Task requirements>
Although pictures appear in the entries below, leave them out and print exactly the lines from the first line through the line containing "filter:drop-shadow(1px 0 #86827c)".

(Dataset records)
* * * *

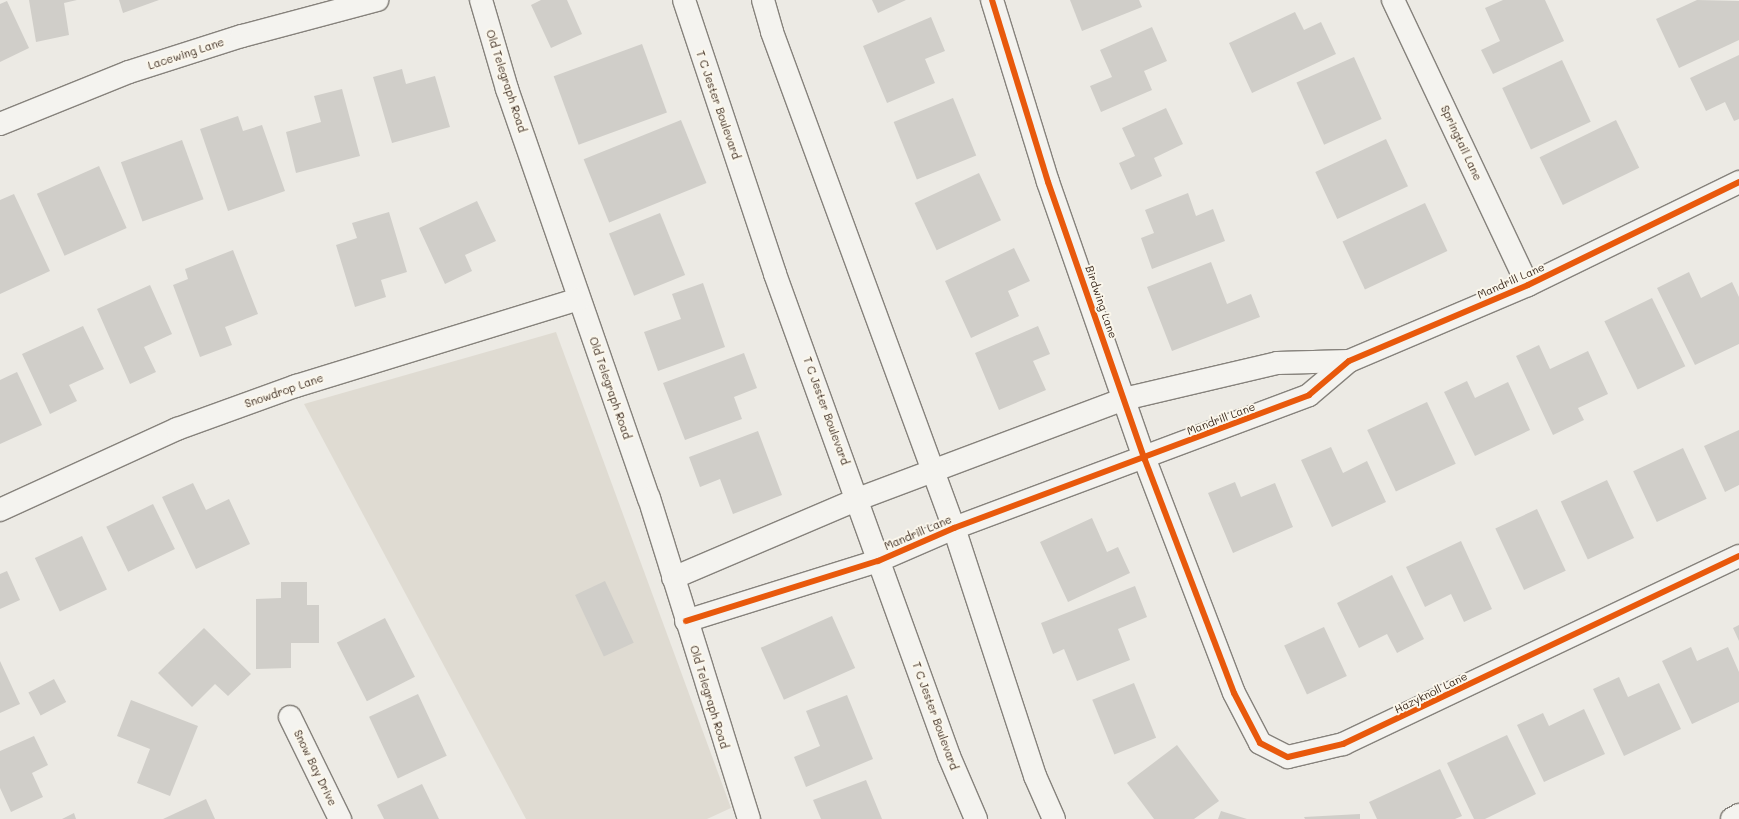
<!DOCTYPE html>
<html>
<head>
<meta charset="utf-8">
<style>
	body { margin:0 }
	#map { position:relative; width:1739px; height:819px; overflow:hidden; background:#eceae4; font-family:Mali,sans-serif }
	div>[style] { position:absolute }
	.built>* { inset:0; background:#dfdbd2 }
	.building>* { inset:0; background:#d0cec9; transform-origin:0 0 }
	.roads { filter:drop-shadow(1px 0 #86827c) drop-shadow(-1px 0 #86827c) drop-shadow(0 1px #86827c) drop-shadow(0 -1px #86827c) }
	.minor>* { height:22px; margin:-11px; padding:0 11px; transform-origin:11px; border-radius:11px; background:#f4f3ef }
	.secondary>* { height:22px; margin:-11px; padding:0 11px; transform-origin:11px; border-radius:11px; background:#f4f3ef }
	.cycleway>* { height:6px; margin:-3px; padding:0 3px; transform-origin:3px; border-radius:3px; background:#e8590c }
	span { translate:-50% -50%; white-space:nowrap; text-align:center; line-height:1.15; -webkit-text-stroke:4px #fbf7ec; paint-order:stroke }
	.street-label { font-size:11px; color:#3b2a1e }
</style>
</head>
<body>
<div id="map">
	<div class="built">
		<div style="clip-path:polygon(556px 332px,731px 808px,707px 819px,526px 819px,304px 404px)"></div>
	</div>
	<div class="building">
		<div style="clip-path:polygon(29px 0,77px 0,64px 3px,69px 35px,36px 42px)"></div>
		<div style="clip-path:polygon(119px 0,159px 0,123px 13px)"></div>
		<div style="clip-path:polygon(541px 0,567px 0,582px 34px,551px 48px,531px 5px)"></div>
		<div style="clip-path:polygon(872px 0,906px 0,878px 13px)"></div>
		<div style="clip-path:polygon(1070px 0,1139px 0,1142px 7px,1082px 31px)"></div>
		<div style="clip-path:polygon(1503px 0,1545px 0,1564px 41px,1493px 74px,1481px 50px,1500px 41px,1485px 8px)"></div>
		<div style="clip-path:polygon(1697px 0,1739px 1px,1739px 40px,1679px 68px,1656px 19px)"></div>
		<div style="clip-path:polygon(7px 1px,29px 48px,0 62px,0 4px)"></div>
		<div style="clip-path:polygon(1295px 12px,1304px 30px,1321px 22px,1336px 54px,1252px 93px,1229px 43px)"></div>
		<div style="clip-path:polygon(931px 17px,945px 51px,925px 59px,935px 83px,887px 103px,863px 46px)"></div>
		<div style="clip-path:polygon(1152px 27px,1167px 61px,1144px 71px,1152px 90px,1101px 112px,1090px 86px,1112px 77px,1100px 50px)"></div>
		<div style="left:642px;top:44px;width:73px;height:94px;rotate:70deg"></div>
		<div style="clip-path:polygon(1739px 55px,1739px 119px,1734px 121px,1725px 102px,1706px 111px,1690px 78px)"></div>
		<div style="left:1354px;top:57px;width:68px;height:63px;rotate:66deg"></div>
		<div style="left:1562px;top:60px;width:68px;height:66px;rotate:65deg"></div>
		<div style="clip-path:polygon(402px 69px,406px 84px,435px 76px,450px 127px,392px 143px,373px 77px)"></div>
		<div style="clip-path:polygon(342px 89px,360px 156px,296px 173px,286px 132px,321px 122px,314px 96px)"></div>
		<div style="left:953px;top:98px;width:62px;height:64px;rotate:68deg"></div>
		<div style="clip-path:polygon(1166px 108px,1183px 144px,1154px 158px,1162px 176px,1131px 190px,1119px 163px,1135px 156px,1122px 128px)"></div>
		<div style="clip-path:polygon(238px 116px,243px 131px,262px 125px,285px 191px,228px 211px,200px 129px)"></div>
		<div style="left:681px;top:120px;width:68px;height:105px;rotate:68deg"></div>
		<div style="left:1616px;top:120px;width:53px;height:85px;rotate:64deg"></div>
		<div style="left:1386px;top:139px;width:52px;height:78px;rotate:65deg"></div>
		<div style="left:182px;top:140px;width:63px;height:65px;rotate:70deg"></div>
		<div style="left:99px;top:166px;width:68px;height:68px;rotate:66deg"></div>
		<div style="left:979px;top:173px;width:52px;height:71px;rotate:65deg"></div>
		<div style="clip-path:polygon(1188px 193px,1196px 216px,1213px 209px,1225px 241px,1152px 269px,1141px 238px,1154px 233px,1145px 210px)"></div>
		<div style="clip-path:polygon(14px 194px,50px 271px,0 294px,0 200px)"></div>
		<div style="clip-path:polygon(477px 201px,496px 241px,465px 255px,472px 271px,445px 284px,419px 228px)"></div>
		<div style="left:1425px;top:203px;width:53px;height:91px;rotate:65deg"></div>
		<div style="clip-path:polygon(389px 212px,407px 272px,381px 280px,386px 297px,355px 307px,336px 245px,357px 238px,352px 223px)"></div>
		<div style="left:660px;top:213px;width:67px;height:55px;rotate:68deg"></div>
		<div style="clip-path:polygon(1014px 248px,1030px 281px,1008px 291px,1019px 316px,971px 338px,945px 281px)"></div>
		<div style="clip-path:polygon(233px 250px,258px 314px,225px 327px,232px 345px,200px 357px,173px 285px,188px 279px,185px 269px)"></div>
		<div style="clip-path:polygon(1211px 262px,1227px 304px,1251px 294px,1260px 317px,1172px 351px,1147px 287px)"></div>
		<div style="clip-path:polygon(1689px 272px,1701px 298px,1732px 282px,1739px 297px,1739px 344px,1695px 365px,1657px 288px)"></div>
		<div style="clip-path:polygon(703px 283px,725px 347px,658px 371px,644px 332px,681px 319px,672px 294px)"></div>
		<div style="clip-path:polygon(150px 285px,172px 334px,144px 347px,156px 372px,130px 384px,97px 309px)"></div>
		<div style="left:1652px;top:298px;width:76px;height:53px;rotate:64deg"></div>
		<div style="clip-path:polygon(83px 326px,104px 369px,69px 385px,77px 401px,50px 414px,22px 354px)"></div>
		<div style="clip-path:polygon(1038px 326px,1050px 354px,1033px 361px,1046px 390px,999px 410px,975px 353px)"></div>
		<div style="clip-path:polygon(1539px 345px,1550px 369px,1588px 351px,1608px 394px,1578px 408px,1584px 420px,1553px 435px,1516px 356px)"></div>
		<div style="clip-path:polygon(744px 353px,757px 388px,734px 397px,742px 419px,685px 440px,663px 383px)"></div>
		<div style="clip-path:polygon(17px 372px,42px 425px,0 444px,0 380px)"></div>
		<div style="clip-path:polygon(1467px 381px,1475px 398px,1508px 382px,1530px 430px,1475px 456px,1444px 392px)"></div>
		<div style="left:1427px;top:402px;width:68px;height:66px;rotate:65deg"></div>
		<div style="clip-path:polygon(1739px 430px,1739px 485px,1725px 492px,1704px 446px)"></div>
		<div style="clip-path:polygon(758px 431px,782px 495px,733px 514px,720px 479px,700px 487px,689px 457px)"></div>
		<div style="clip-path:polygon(1331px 447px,1343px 473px,1367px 461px,1386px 502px,1332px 527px,1301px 460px)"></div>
		<div style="left:1683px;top:448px;width:56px;height:55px;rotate:65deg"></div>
		<div style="left:1607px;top:480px;width:64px;height:51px;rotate:65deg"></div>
		<div style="clip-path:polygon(1235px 482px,1241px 497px,1275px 483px,1293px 527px,1233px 553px,1208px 493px)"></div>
		<div style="clip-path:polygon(193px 483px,206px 510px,229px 499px,250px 544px,196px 569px,162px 497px)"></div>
		<div style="left:153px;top:504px;width:50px;height:52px;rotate:64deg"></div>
		<div style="left:1537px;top:509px;width:68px;height:46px;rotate:65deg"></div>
		<div style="clip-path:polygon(1092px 518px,1107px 552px,1118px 547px,1130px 573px,1068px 602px,1040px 542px)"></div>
		<div style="left:82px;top:536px;width:59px;height:52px;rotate:65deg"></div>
		<div style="clip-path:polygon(1461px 541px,1492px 609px,1464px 622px,1451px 594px,1425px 607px,1406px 567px)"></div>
		<div style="clip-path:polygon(7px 571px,20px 600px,0 609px,0 574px)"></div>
		<div style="clip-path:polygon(1392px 575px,1424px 639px,1397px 653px,1387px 634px,1359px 648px,1337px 603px)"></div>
		<div style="left:605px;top:581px;width:68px;height:33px;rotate:65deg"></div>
		<div style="clip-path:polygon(281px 582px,307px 582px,307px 605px,319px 605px,319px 643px,291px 643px,291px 668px,256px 669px,256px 599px,281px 598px)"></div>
		<div style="clip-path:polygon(1135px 586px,1147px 617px,1118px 629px,1130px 660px,1077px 681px,1064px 649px,1053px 654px,1041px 623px)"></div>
		<div style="left:832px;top:616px;width:57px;height:78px;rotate:66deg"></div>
		<div style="left:385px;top:618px;width:66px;height:54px;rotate:63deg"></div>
		<div style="clip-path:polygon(1739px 625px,1739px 641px,1733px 628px)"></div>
		<div style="left:1324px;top:627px;width:54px;height:44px;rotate:65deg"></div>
		<div style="clip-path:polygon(204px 628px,251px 674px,228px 696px,215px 684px,192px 707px,158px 673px)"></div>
		<div style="clip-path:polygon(1691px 647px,1697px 661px,1728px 647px,1739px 672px,1739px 702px,1692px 724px,1662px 661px)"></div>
		<div style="clip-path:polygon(0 661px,20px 704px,0 713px)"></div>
		<div style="clip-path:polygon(1619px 677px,1628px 697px,1659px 683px,1681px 729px,1624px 756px,1593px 689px)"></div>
		<div style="left:54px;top:679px;width:26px;height:29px;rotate:62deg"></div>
		<div style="left:1134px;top:683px;width:59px;height:45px;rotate:68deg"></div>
		<div style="left:418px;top:694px;width:68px;height:54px;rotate:65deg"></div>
		<div style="clip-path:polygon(847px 695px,873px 759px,806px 787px,794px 757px,820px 746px,806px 711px)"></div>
		<div style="clip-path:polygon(131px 700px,198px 726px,170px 796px,137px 783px,150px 749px,117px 736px)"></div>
		<div style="clip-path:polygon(1584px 709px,1605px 754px,1544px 782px,1517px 725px,1543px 713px,1549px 726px)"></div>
		<div style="clip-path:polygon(1507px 735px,1536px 794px,1485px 819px,1474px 819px,1447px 763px)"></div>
		<div style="clip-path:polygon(34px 736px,48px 765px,32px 773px,43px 797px,11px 812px,0 788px,0 751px)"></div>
		<div style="clip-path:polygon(1177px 745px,1219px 801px,1194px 819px,1154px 819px,1127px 783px)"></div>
		<div style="clip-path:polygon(1440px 769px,1462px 816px,1455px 819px,1377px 819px,1369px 802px)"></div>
		<div style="clip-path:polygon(866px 780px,882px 819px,821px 819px,813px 800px)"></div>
		<div style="clip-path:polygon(422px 784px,439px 819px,384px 819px,377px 805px)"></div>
		<div style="clip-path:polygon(206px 799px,215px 819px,163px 819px)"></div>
		<div style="clip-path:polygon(1221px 811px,1247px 819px,1218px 819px)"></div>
		<div style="clip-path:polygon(74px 813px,76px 819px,62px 819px)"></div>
		<div style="clip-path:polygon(1360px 814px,1360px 819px,1305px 819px,1304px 817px)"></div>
	</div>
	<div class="roads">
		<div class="minor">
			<div style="left:481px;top:0;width:93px;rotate:73.7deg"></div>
			<div style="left:507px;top:89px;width:433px;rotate:70.9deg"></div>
			<div style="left:649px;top:498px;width:336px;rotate:72.7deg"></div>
			<div style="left:992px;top:0;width:190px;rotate:72.9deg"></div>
			<div style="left:1048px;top:182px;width:294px;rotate:70.8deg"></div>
			<div style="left:1145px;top:460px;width:249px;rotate:69.1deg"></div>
			<div style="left:1234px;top:693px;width:56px;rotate:62.5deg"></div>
			<div style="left:1260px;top:743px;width:31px;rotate:27deg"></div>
			<div style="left:1288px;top:757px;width:57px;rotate:-13.3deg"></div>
			<div style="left:1343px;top:744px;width:438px;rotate:-25.4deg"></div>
			<div style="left:1393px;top:0;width:315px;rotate:64.7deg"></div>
			<div style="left:0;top:124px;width:139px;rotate:-22deg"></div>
			<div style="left:129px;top:72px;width:119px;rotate:-17.7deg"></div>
			<div style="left:242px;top:36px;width:140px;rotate:-14.9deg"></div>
			<div style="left:0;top:510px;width:195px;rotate:-24.6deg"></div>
			<div style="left:177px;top:429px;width:127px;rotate:-19.9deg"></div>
			<div style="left:296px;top:386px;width:296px;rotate:-17.1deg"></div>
			<div style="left:673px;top:578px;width:201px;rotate:-23.1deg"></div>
			<div style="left:858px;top:499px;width:284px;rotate:-20.6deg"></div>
			<div style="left:1124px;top:399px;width:157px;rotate:-13.2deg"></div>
			<div style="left:1277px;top:363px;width:72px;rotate:-1.6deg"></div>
			<div style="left:686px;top:621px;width:201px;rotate:-17.4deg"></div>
			<div style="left:878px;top:561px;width:83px;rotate:-23.5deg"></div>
			<div style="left:954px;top:528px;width:379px;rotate:-20.5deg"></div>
			<div style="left:1309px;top:395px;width:52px;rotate:-40.4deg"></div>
			<div style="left:1349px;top:361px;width:194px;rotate:-23deg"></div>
			<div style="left:1528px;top:285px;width:235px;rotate:-26deg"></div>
			<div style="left:290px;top:717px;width:114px;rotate:63.9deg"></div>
		</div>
		<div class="secondary">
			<div style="left:684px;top:0;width:289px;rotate:71.6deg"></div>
			<div style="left:775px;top:274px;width:512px;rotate:70.15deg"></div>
			<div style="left:949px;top:756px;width:69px;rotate:66.8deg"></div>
			<div style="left:763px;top:0;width:33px;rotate:74deg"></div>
			<div style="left:772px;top:32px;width:528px;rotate:69.85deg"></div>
			<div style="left:954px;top:528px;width:261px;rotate:71.9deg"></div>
			<div style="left:1035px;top:776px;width:47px;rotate:66.2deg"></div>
			<div style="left:1732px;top:819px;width:8px;rotate:-30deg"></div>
		</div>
	</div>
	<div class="cycleway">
		<div style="left:992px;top:0;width:190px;rotate:72.9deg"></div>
		<div style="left:1048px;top:182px;width:294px;rotate:70.8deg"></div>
		<div style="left:1145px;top:460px;width:249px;rotate:69.1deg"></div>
		<div style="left:1234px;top:693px;width:56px;rotate:62.5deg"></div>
		<div style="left:1260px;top:743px;width:31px;rotate:27deg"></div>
		<div style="left:1288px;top:757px;width:57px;rotate:-13.3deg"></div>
		<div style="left:1343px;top:744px;width:438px;rotate:-25.4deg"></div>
		<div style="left:686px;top:621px;width:201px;rotate:-17.4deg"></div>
		<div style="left:878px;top:561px;width:83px;rotate:-23.5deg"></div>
		<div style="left:954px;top:528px;width:379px;rotate:-20.5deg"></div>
		<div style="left:1309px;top:395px;width:52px;rotate:-40.4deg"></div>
		<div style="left:1349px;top:361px;width:194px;rotate:-23deg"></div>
		<div style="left:1528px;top:285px;width:235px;rotate:-26deg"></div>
	</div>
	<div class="street-label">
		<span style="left:186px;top:54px;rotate:-18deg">Lacewing Lane</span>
		<span style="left:506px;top:81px;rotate:72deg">Old Telegraph Road</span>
		<span style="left:718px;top:105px;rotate:71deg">T C Jester Boulevard</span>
		<span style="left:1461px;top:143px;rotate:65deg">Springtail Lane</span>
		<span style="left:1511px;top:281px;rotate:-24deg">Mandrill Lane</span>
		<span style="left:1101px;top:302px;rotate:71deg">Birdwing Lane</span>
		<span style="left:610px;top:388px;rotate:71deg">Old Telegraph Road</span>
		<span style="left:284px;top:391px;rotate:-19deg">Snowdrop Lane</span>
		<span style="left:826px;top:411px;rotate:70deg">T C Jester Boulevard</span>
		<span style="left:1221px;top:419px;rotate:-21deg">Mandrill Lane</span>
		<span style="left:918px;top:533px;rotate:-23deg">Mandrill Lane</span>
		<span style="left:1431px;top:693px;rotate:-26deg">Hazyknoll Lane</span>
		<span style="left:709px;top:697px;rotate:73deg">Old Telegraph Road</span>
		<span style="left:935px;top:716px;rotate:70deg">T C Jester Boulevard</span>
		<span style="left:315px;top:768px;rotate:64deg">Snow Bay Drive</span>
	</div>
</div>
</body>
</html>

* * * *

Answer to this problem>
<!DOCTYPE html>
<html>
<head>
<meta charset="utf-8">
<style>
	body { margin:0 }
	#map { position:relative; width:1739px; height:819px; overflow:hidden; background:#eceae4; font-family:Mali,sans-serif }
	div>[style] { position:absolute }
	.built>* { inset:0; background:#dfdbd2 }
	.building>* { inset:0; background:#d0cec9; transform-origin:0 0 }
	.roads { filter:drop-shadow(1px 0 #86827c) drop-shadow(-1px 0 #86827c) drop-shadow(0 1px #86827c) drop-shadow(0 -1px #86827c) }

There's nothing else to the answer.